:: PROBLEM ::
Could you please reproduce the entries exactly, leaving out any pictures?

:: RECORDS FOR THIS TASK ::
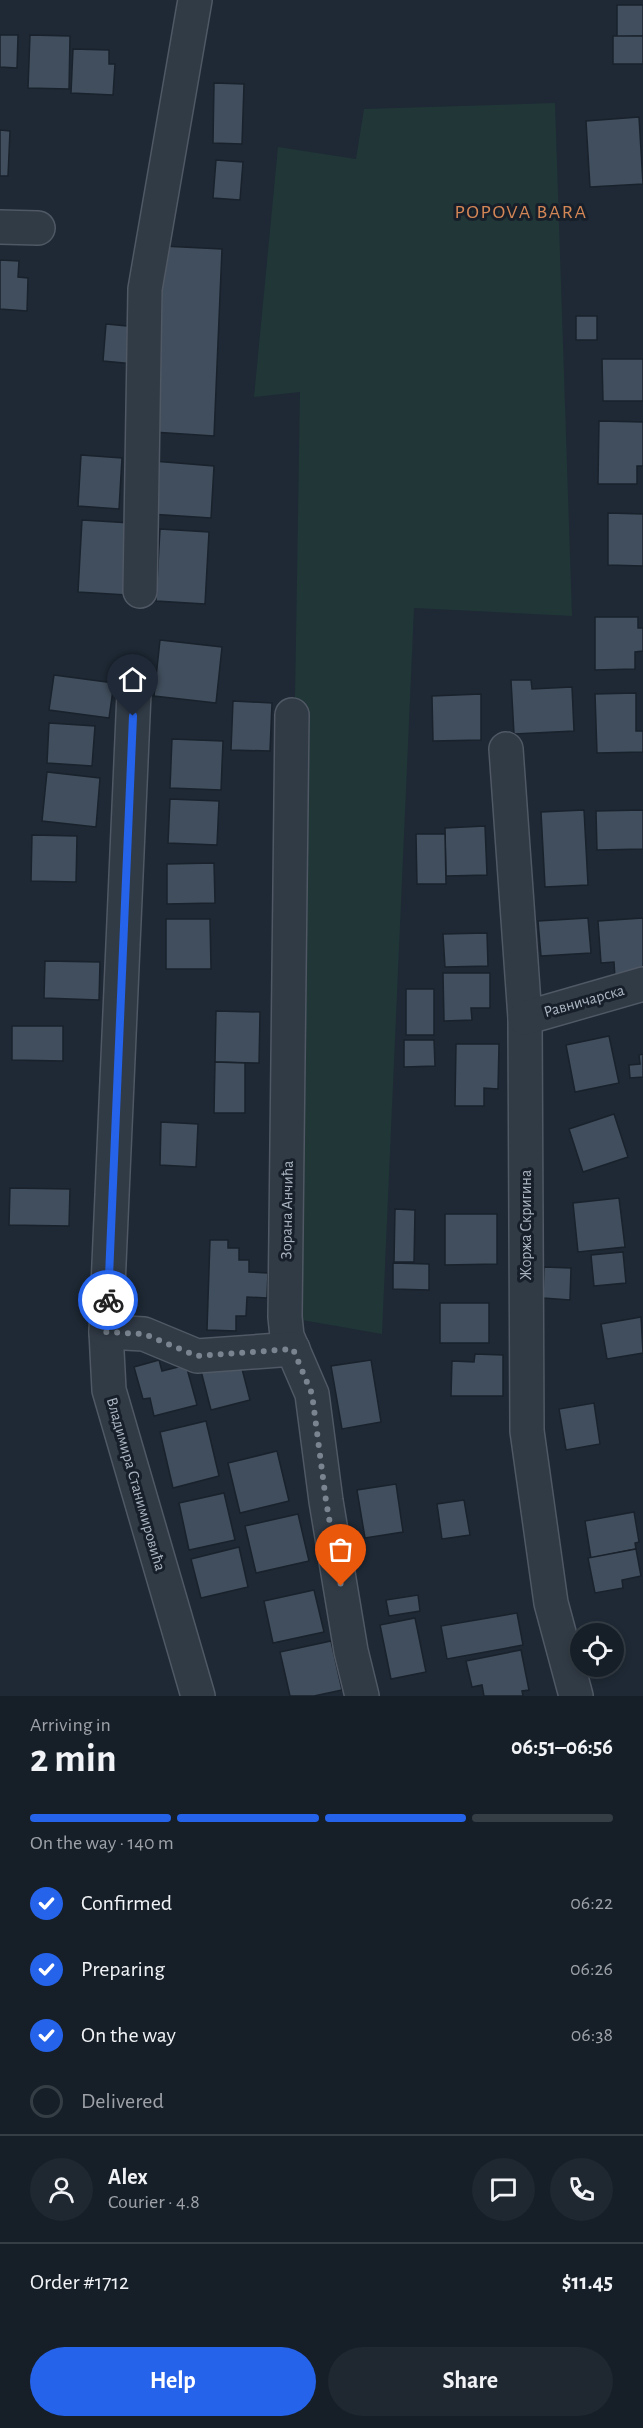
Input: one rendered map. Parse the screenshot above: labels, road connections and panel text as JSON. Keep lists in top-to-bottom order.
{
  "streets": {
    "street": [
      "Равничарска",
      "Зорана Анчића",
      "Жоржа Скригина",
      "Владимира Станимировића"
    ]
  },
  "crossings": [
    ["Равничарска", "Жоржа Скригина"]
  ],
  "districts": ["POPOVA BARA"],
  "page": {
    "heading": ["2 min", "Arriving in", "06:51–06:56"],
    "panel": [
      "Alex",
      "Courier · 4.8",
      "Order #1712",
      "$11.45"
    ],
    "bar": "On the way · 140 m",
    "list": [
      ["Confirmed", "06:22"],
      ["Preparing", "06:26"],
      ["On the way", "06:38"],
      "Delivered"
    ],
    "buttons": ["Help", "Share"]
  }
}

:: EXPECTED ANSWER ::
Input: one rendered map. Parse the screenshot above: labels, road connections and panel text as JSON. Keep lists in top-to-bottom order.
{
  "streets": {
    "street": [
      "Равничарска",
      "Зорана Анчића",
      "Жоржа Скригина",
      "Владимира Станимировића"
    ]
  },
  "crossings": [
    ["Равничарска", "Жоржа Скригина"]
  ],
  "districts": ["POPOVA BARA"],
  "page": {
    "heading": ["2 min", "Arriving in", "06:51–06:56"],
    "panel": [
      "Alex",
      "Courier · 4.8",
      "Order #1712",
      "$11.45"
    ],
    "bar": "On the way · 140 m",
    "list": [
      ["Confirmed", "06:22"],
      ["Preparing", "06:26"],
      ["On the way", "06:38"],
      "Delivered"
    ],
    "buttons": ["Help", "Share"]
  }
}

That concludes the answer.